[Collected data]
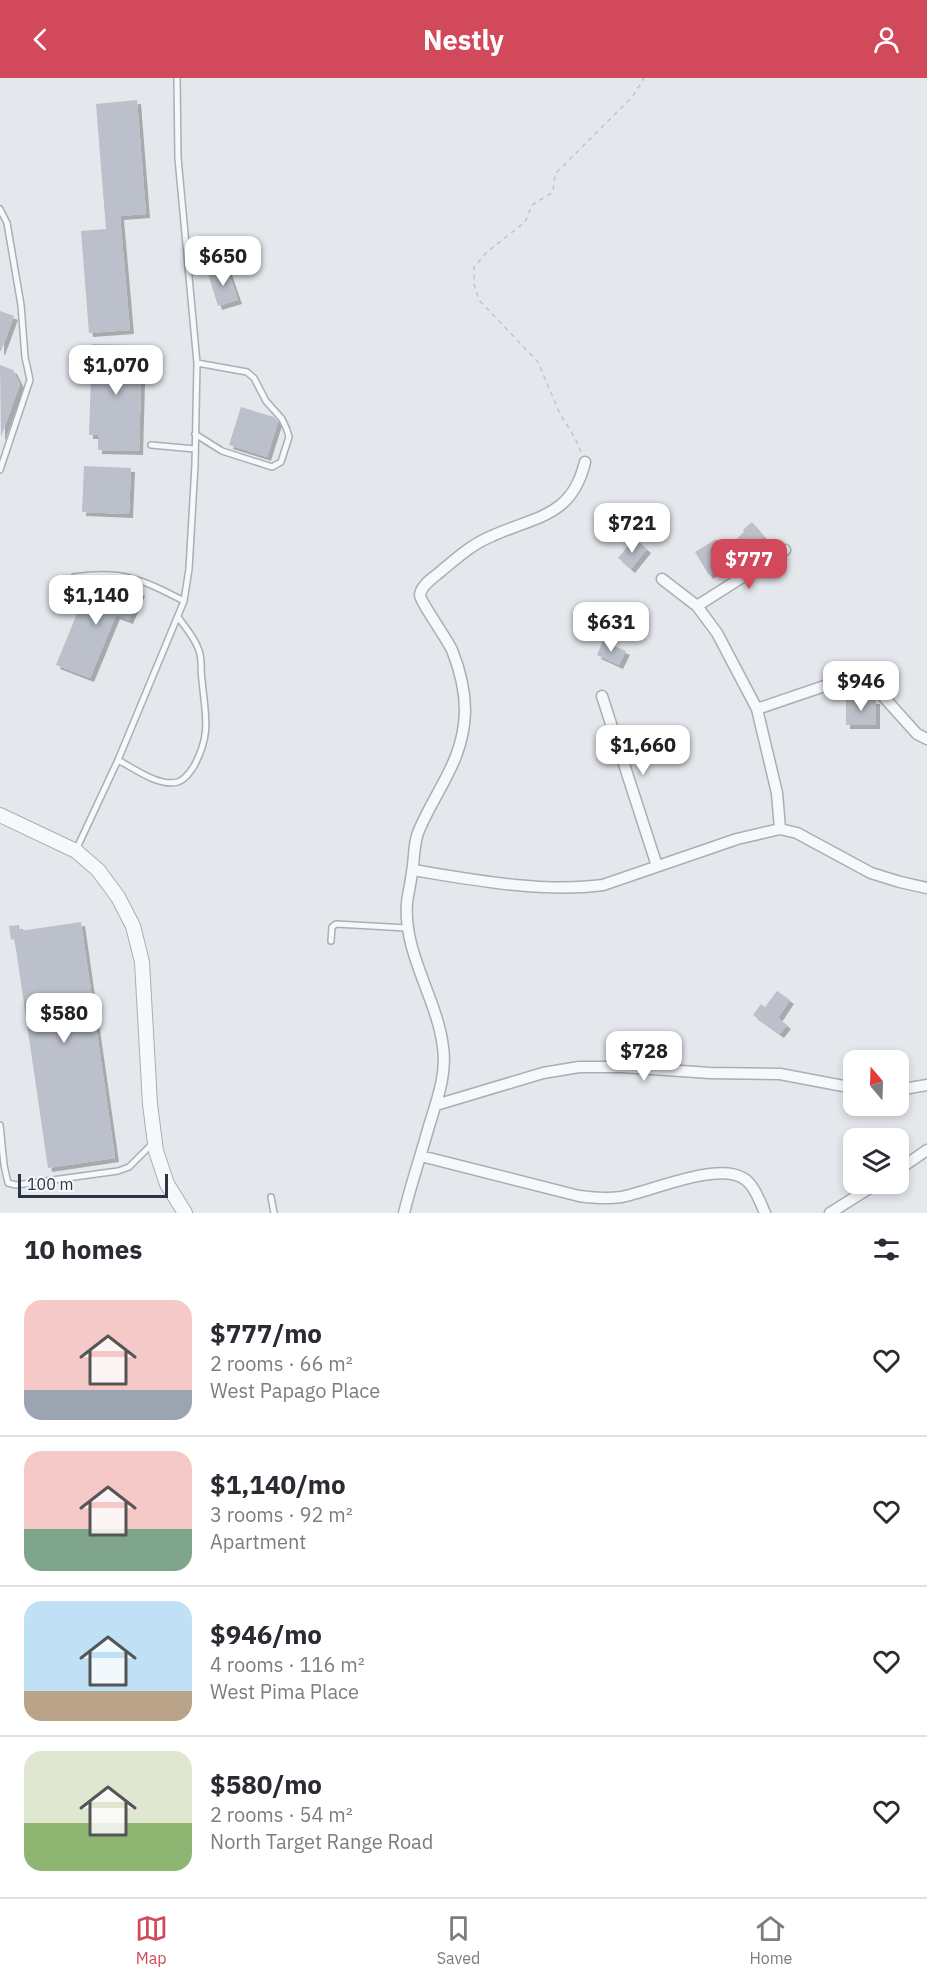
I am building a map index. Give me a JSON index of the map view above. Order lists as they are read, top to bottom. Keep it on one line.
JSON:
{"scale_bar":"100 m","north":"top","page":{"header":"Nestly","price":["$650","$1,070","$721","$777","$1,140","$631","$946","$1,660","$580","$728"],"scale":"100 m","heading":"10 homes","list":[{"name":"$777/mo","note":"2 rooms · 66 m² · West Papago Place"},{"name":"$1,140/mo","note":"3 rooms · 92 m² · Apartment"},{"name":"$946/mo","note":"4 rooms · 116 m² · West Pima Place"},{"name":"$580/mo","note":"2 rooms · 54 m² · North Target Range Road"}],"tabs":["Map","Saved","Home"]}}
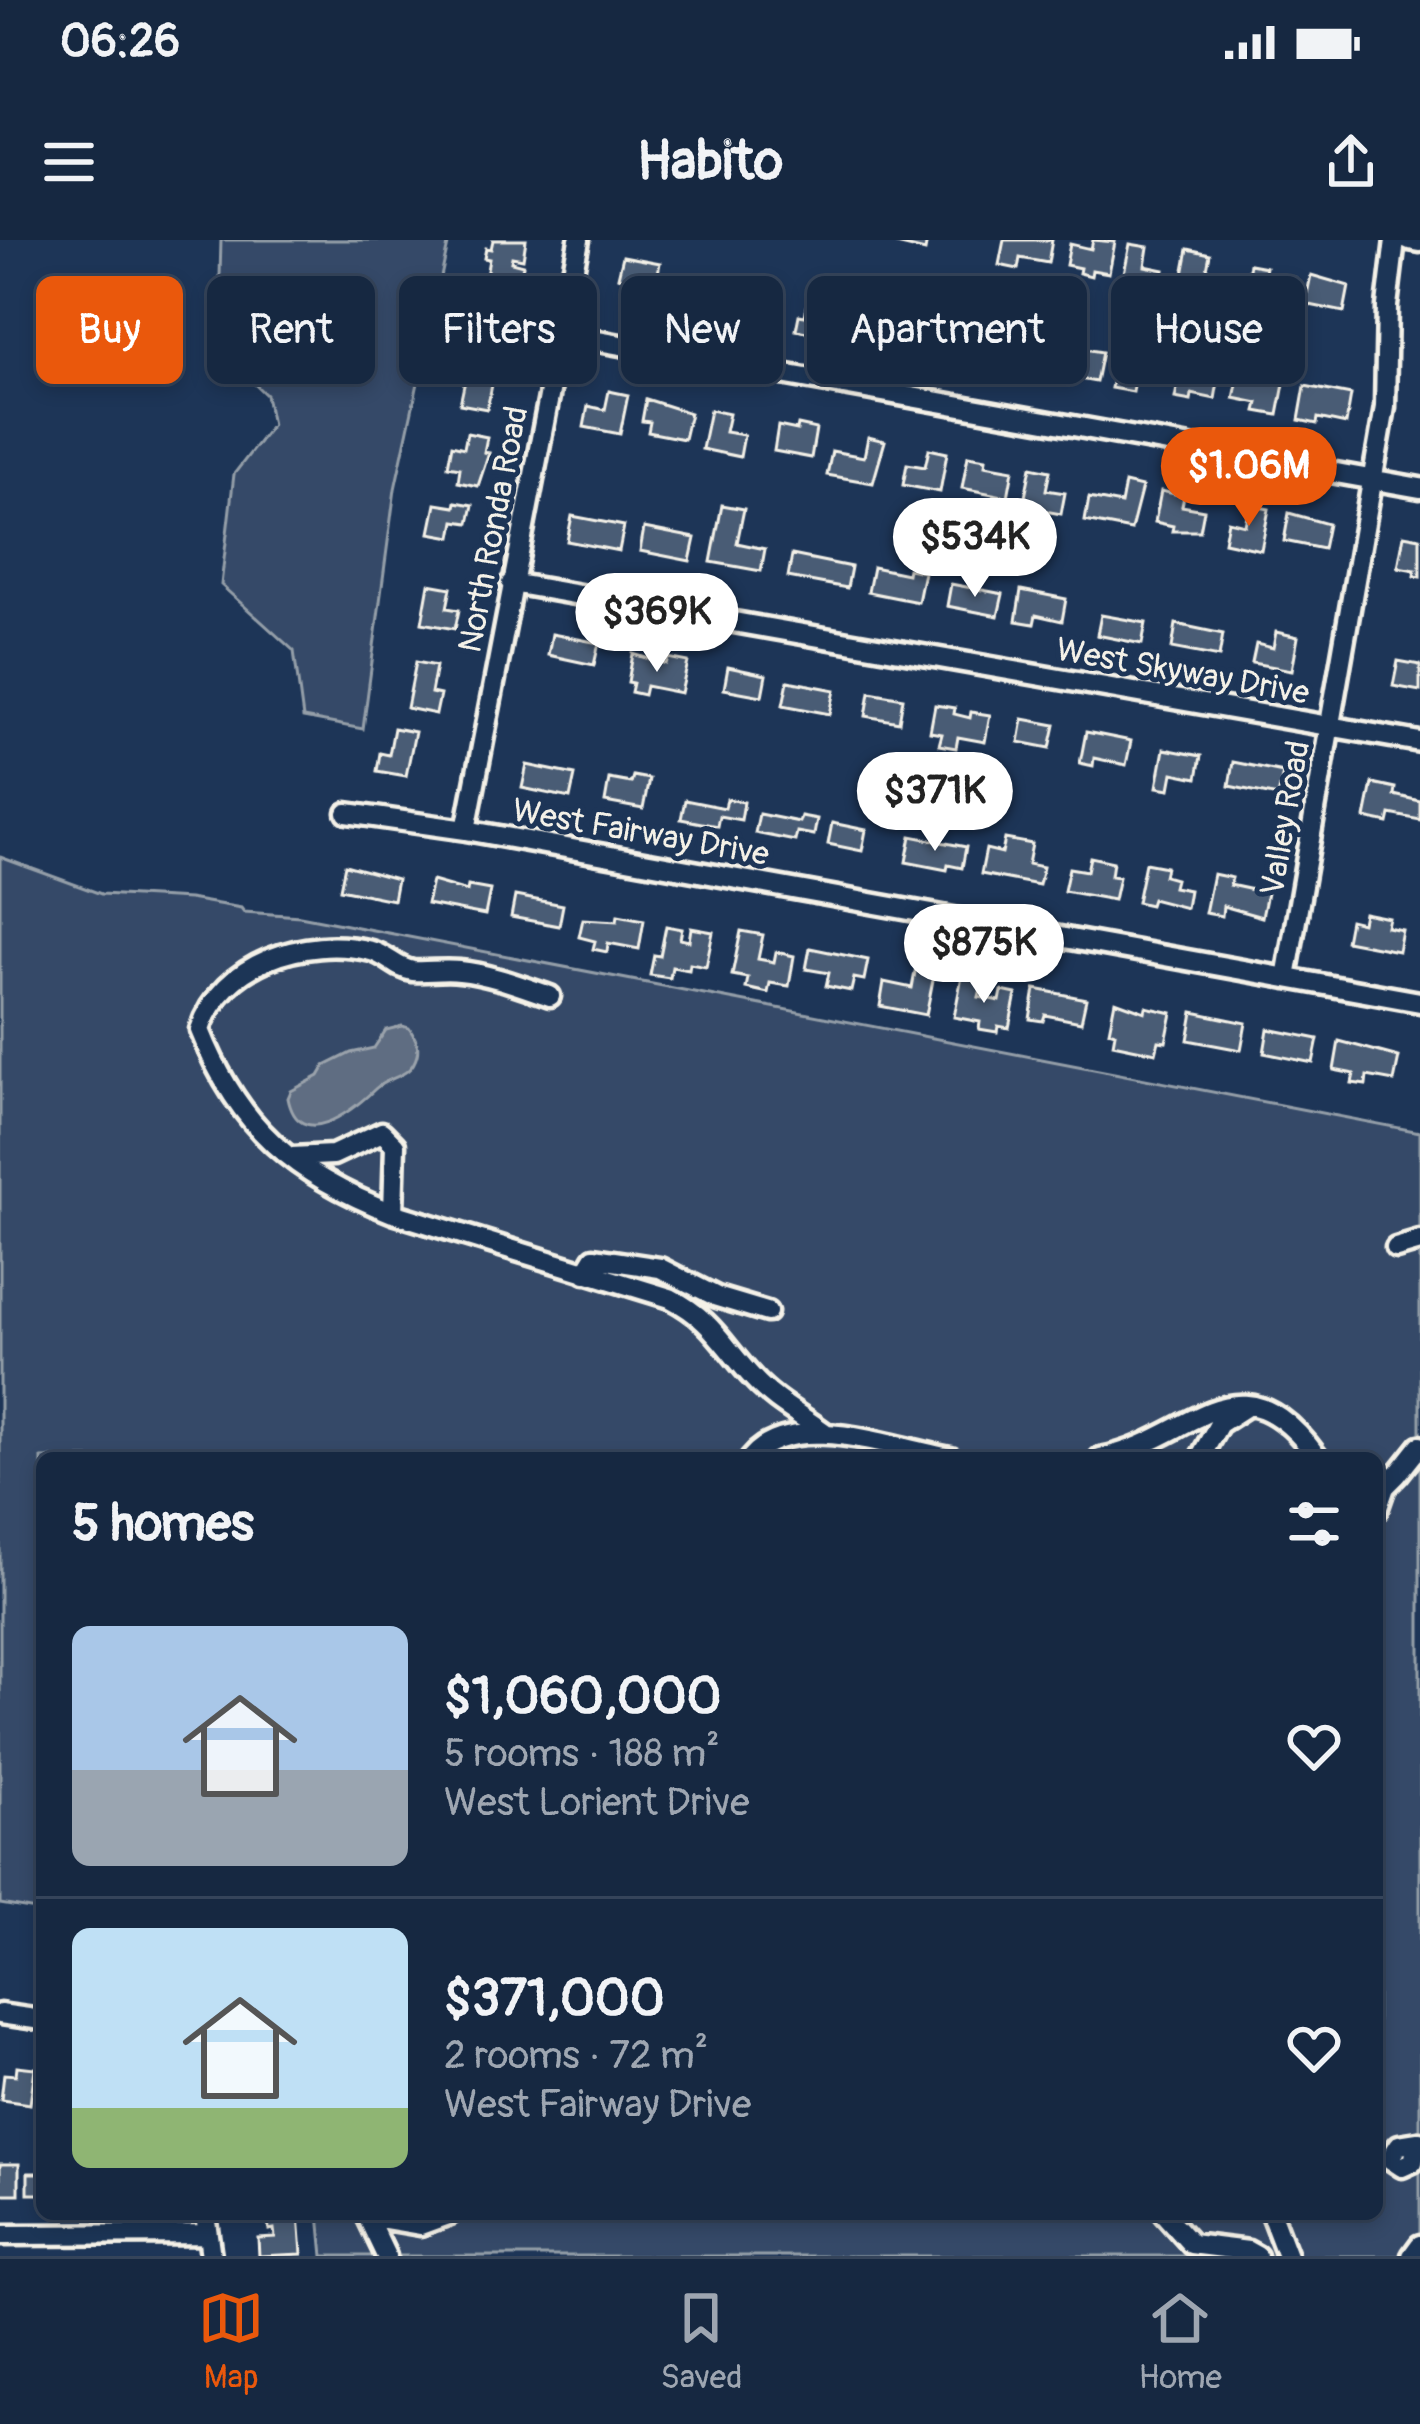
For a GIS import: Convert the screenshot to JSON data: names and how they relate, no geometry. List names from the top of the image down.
{
  "streets": {
    "street": [
      "North Ronda Road",
      "West Skyway Drive",
      "Valley Road",
      "West Fairway Drive"
    ]
  },
  "crossings": [
    ["North Ronda Road", "West Skyway Drive"],
    ["North Ronda Road", "West Fairway Drive"],
    ["West Skyway Drive", "Valley Road"],
    ["Valley Road", "West Fairway Drive"]
  ],
  "page": {
    "status": "06:26",
    "header": "Habito",
    "chip": [
      "Buy",
      "Rent",
      "Filters",
      "New",
      "Apartment",
      "House"
    ],
    "price": [
      "$1.06M",
      "$534K",
      "$369K",
      "$371K",
      "$875K"
    ],
    "heading": "5 homes",
    "list": [
      {
        "name": "$1,060,000",
        "note": "5 rooms · 188 m² · West Lorient Drive"
      },
      {
        "name": "$371,000",
        "note": "2 rooms · 72 m² · West Fairway Drive"
      }
    ],
    "tabs": ["Map", "Saved", "Home"]
  }
}
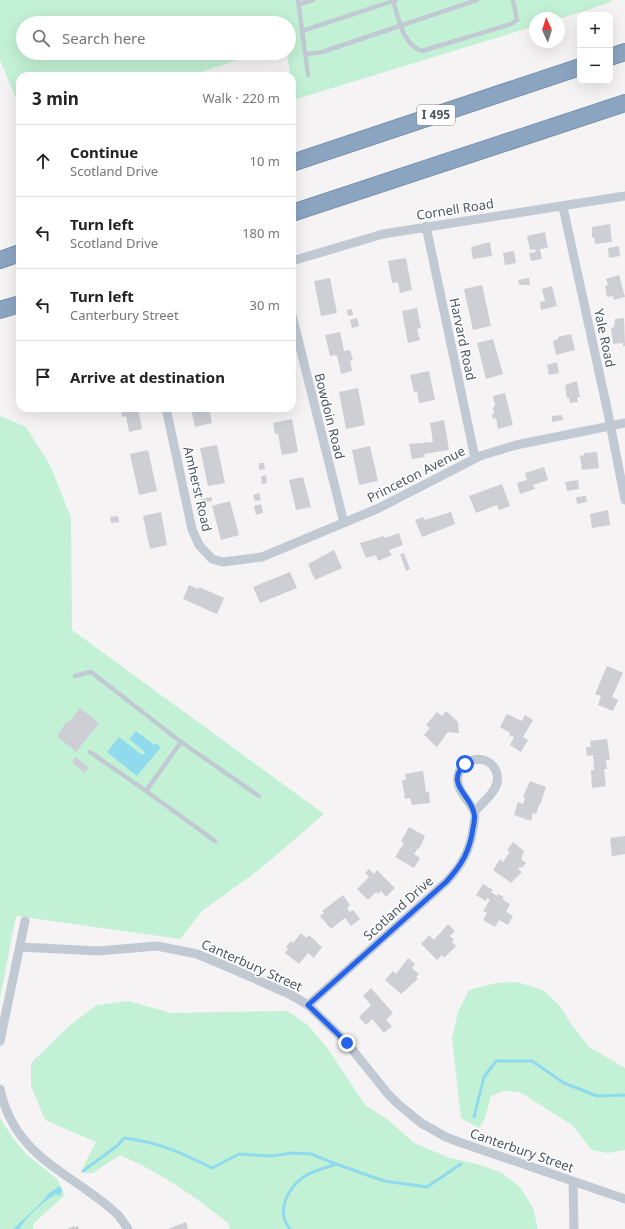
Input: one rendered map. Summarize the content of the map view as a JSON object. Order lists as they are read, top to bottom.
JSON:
{
  "streets": {
    "highway": ["I 495"],
    "street": [
      "Cornell Road",
      "Yale Road",
      "Harvard Road",
      "Bowdoin Road",
      "Princeton Avenue",
      "Amherst Road",
      "Scotland Drive",
      "Canterbury Street"
    ]
  },
  "crossings": [
    ["Cornell Road", "Yale Road"],
    ["Cornell Road", "Harvard Road"],
    ["Yale Road", "Princeton Avenue"],
    ["Harvard Road", "Princeton Avenue"],
    ["Bowdoin Road", "Princeton Avenue"],
    ["Princeton Avenue", "Amherst Road"],
    ["Scotland Drive", "Canterbury Street"]
  ],
  "north": "top",
  "page": {
    "map_buttons": ["+", "−"],
    "search": "Search here",
    "heading": ["3 min", "Walk · 220 m"],
    "list": [
      ["Continue", "Scotland Drive", "10 m"],
      ["Turn left", "Scotland Drive", "180 m"],
      ["Turn left", "Canterbury Street", "30 m"],
      "Arrive at destination"
    ]
  }
}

What to produce — Exactly reproduce each entry, but drop the pictures.

Response area —
I am building a map index. Give me a JSON index of the map view above. Order lists as they are read, top to bottom. Keep it on one line.
JSON:
{"scale_bar":"100 m","north":"top","page":{"header":"Nestly","price":["$650","$1,070","$721","$777","$1,140","$631","$946","$1,660","$580","$728"],"scale":"100 m","heading":"10 homes","list":[{"name":"$777/mo","note":"2 rooms · 66 m² · West Papago Place"},{"name":"$1,140/mo","note":"3 rooms · 92 m² · Apartment"},{"name":"$946/mo","note":"4 rooms · 116 m² · West Pima Place"},{"name":"$580/mo","note":"2 rooms · 54 m² · North Target Range Road"}],"tabs":["Map","Saved","Home"]}}
For a GIS import: Convert the screenshot to JSON data: names and how they relate, no geometry. List names from the top of the image down.
{
  "streets": {
    "street": [
      "North Ronda Road",
      "West Skyway Drive",
      "Valley Road",
      "West Fairway Drive"
    ]
  },
  "crossings": [
    ["North Ronda Road", "West Skyway Drive"],
    ["North Ronda Road", "West Fairway Drive"],
    ["West Skyway Drive", "Valley Road"],
    ["Valley Road", "West Fairway Drive"]
  ],
  "page": {
    "status": "06:26",
    "header": "Habito",
    "chip": [
      "Buy",
      "Rent",
      "Filters",
      "New",
      "Apartment",
      "House"
    ],
    "price": [
      "$1.06M",
      "$534K",
      "$369K",
      "$371K",
      "$875K"
    ],
    "heading": "5 homes",
    "list": [
      {
        "name": "$1,060,000",
        "note": "5 rooms · 188 m² · West Lorient Drive"
      },
      {
        "name": "$371,000",
        "note": "2 rooms · 72 m² · West Fairway Drive"
      }
    ],
    "tabs": ["Map", "Saved", "Home"]
  }
}
Input: one rendered map. Summarize the content of the map view as a JSON object. Order lists as they are read, top to bottom.
JSON:
{
  "streets": {
    "highway": ["I 495"],
    "street": [
      "Cornell Road",
      "Yale Road",
      "Harvard Road",
      "Bowdoin Road",
      "Princeton Avenue",
      "Amherst Road",
      "Scotland Drive",
      "Canterbury Street"
    ]
  },
  "crossings": [
    ["Cornell Road", "Yale Road"],
    ["Cornell Road", "Harvard Road"],
    ["Yale Road", "Princeton Avenue"],
    ["Harvard Road", "Princeton Avenue"],
    ["Bowdoin Road", "Princeton Avenue"],
    ["Princeton Avenue", "Amherst Road"],
    ["Scotland Drive", "Canterbury Street"]
  ],
  "north": "top",
  "page": {
    "map_buttons": ["+", "−"],
    "search": "Search here",
    "heading": ["3 min", "Walk · 220 m"],
    "list": [
      ["Continue", "Scotland Drive", "10 m"],
      ["Turn left", "Scotland Drive", "180 m"],
      ["Turn left", "Canterbury Street", "30 m"],
      "Arrive at destination"
    ]
  }
}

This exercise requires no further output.